# Problem to solve
Could you reproduce all of these records exactly?

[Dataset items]
☆ ☆ ☆

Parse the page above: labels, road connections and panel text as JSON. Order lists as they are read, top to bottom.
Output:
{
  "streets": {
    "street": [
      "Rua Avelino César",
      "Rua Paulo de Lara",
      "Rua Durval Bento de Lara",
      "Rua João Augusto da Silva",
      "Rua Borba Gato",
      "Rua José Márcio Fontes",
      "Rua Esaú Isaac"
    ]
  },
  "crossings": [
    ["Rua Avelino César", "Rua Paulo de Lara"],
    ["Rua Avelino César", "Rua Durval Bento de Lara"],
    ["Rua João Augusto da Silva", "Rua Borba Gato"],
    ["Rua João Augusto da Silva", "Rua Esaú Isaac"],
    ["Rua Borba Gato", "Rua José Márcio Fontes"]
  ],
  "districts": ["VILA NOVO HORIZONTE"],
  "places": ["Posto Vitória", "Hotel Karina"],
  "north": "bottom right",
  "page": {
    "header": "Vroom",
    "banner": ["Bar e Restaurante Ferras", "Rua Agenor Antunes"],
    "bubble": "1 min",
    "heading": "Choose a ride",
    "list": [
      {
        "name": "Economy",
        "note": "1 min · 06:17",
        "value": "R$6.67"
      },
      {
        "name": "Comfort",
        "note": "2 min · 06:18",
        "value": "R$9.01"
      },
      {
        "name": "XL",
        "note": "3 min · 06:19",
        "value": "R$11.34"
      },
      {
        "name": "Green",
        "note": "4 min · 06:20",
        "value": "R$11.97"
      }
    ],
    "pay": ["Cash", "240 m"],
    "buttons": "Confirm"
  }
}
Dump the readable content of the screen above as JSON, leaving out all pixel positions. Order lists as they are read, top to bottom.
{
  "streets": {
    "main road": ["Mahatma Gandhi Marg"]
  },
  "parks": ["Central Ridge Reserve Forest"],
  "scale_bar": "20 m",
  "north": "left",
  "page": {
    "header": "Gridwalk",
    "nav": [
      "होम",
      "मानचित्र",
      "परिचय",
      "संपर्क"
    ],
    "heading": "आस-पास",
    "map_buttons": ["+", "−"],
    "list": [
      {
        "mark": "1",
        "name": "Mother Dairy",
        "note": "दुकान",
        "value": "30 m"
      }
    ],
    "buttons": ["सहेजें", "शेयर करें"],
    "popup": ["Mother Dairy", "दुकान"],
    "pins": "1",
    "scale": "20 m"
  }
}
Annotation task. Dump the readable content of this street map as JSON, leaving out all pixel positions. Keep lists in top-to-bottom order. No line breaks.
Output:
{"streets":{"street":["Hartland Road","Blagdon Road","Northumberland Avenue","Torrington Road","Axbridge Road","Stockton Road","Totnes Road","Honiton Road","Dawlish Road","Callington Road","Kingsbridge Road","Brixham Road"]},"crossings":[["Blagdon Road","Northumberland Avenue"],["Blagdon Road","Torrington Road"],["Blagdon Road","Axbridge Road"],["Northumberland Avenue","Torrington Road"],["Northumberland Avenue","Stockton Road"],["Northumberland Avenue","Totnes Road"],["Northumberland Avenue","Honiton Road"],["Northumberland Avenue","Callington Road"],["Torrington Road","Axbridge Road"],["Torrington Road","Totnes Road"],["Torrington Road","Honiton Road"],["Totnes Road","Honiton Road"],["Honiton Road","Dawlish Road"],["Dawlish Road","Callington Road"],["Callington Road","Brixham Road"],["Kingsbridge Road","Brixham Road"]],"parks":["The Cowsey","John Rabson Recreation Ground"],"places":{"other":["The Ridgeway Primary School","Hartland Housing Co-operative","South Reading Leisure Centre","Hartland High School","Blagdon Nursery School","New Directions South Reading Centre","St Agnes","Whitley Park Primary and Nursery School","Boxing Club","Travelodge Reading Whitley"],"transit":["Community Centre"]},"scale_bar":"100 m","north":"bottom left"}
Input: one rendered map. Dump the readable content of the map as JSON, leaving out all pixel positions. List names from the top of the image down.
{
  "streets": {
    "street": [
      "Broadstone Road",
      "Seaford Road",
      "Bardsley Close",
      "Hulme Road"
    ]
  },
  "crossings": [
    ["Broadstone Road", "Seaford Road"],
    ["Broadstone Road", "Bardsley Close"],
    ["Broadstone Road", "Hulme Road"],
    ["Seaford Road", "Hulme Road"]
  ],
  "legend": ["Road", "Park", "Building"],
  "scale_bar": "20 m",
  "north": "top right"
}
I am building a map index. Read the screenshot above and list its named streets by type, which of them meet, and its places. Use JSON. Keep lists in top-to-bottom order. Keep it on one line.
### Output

☆ ☆ ☆

# Exercise result
Parse the page above: labels, road connections and panel text as JSON. Order lists as they are read, top to bottom.
Output:
{
  "streets": {
    "street": [
      "Rua Avelino César",
      "Rua Paulo de Lara",
      "Rua Durval Bento de Lara",
      "Rua João Augusto da Silva",
      "Rua Borba Gato",
      "Rua José Márcio Fontes",
      "Rua Esaú Isaac"
    ]
  },
  "crossings": [
    ["Rua Avelino César", "Rua Paulo de Lara"],
    ["Rua Avelino César", "Rua Durval Bento de Lara"],
    ["Rua João Augusto da Silva", "Rua Borba Gato"],
    ["Rua João Augusto da Silva", "Rua Esaú Isaac"],
    ["Rua Borba Gato", "Rua José Márcio Fontes"]
  ],
  "districts": ["VILA NOVO HORIZONTE"],
  "places": ["Posto Vitória", "Hotel Karina"],
  "north": "bottom right",
  "page": {
    "header": "Vroom",
    "banner": ["Bar e Restaurante Ferras", "Rua Agenor Antunes"],
    "bubble": "1 min",
    "heading": "Choose a ride",
    "list": [
      {
        "name": "Economy",
        "note": "1 min · 06:17",
        "value": "R$6.67"
      },
      {
        "name": "Comfort",
        "note": "2 min · 06:18",
        "value": "R$9.01"
      },
      {
        "name": "XL",
        "note": "3 min · 06:19",
        "value": "R$11.34"
      },
      {
        "name": "Green",
        "note": "4 min · 06:20",
        "value": "R$11.97"
      }
    ],
    "pay": ["Cash", "240 m"],
    "buttons": "Confirm"
  }
}
Dump the readable content of the screen above as JSON, leaving out all pixel positions. Order lists as they are read, top to bottom.
{
  "streets": {
    "main road": ["Mahatma Gandhi Marg"]
  },
  "parks": ["Central Ridge Reserve Forest"],
  "scale_bar": "20 m",
  "north": "left",
  "page": {
    "header": "Gridwalk",
    "nav": [
      "होम",
      "मानचित्र",
      "परिचय",
      "संपर्क"
    ],
    "heading": "आस-पास",
    "map_buttons": ["+", "−"],
    "list": [
      {
        "mark": "1",
        "name": "Mother Dairy",
        "note": "दुकान",
        "value": "30 m"
      }
    ],
    "buttons": ["सहेजें", "शेयर करें"],
    "popup": ["Mother Dairy", "दुकान"],
    "pins": "1",
    "scale": "20 m"
  }
}
Annotation task. Dump the readable content of this street map as JSON, leaving out all pixel positions. Keep lists in top-to-bottom order. No line breaks.
Output:
{"streets":{"street":["Hartland Road","Blagdon Road","Northumberland Avenue","Torrington Road","Axbridge Road","Stockton Road","Totnes Road","Honiton Road","Dawlish Road","Callington Road","Kingsbridge Road","Brixham Road"]},"crossings":[["Blagdon Road","Northumberland Avenue"],["Blagdon Road","Torrington Road"],["Blagdon Road","Axbridge Road"],["Northumberland Avenue","Torrington Road"],["Northumberland Avenue","Stockton Road"],["Northumberland Avenue","Totnes Road"],["Northumberland Avenue","Honiton Road"],["Northumberland Avenue","Callington Road"],["Torrington Road","Axbridge Road"],["Torrington Road","Totnes Road"],["Torrington Road","Honiton Road"],["Totnes Road","Honiton Road"],["Honiton Road","Dawlish Road"],["Dawlish Road","Callington Road"],["Callington Road","Brixham Road"],["Kingsbridge Road","Brixham Road"]],"parks":["The Cowsey","John Rabson Recreation Ground"],"places":{"other":["The Ridgeway Primary School","Hartland Housing Co-operative","South Reading Leisure Centre","Hartland High School","Blagdon Nursery School","New Directions South Reading Centre","St Agnes","Whitley Park Primary and Nursery School","Boxing Club","Travelodge Reading Whitley"],"transit":["Community Centre"]},"scale_bar":"100 m","north":"bottom left"}
Input: one rendered map. Dump the readable content of the map as JSON, leaving out all pixel positions. List names from the top of the image down.
{
  "streets": {
    "street": [
      "Broadstone Road",
      "Seaford Road",
      "Bardsley Close",
      "Hulme Road"
    ]
  },
  "crossings": [
    ["Broadstone Road", "Seaford Road"],
    ["Broadstone Road", "Bardsley Close"],
    ["Broadstone Road", "Hulme Road"],
    ["Seaford Road", "Hulme Road"]
  ],
  "legend": ["Road", "Park", "Building"],
  "scale_bar": "20 m",
  "north": "top right"
}
I am building a map index. Read the screenshot above and list its named streets by type, which of them meet, and its places. Use JSON. Keep lists in top-to-bottom order. Keep it on one line.
### Output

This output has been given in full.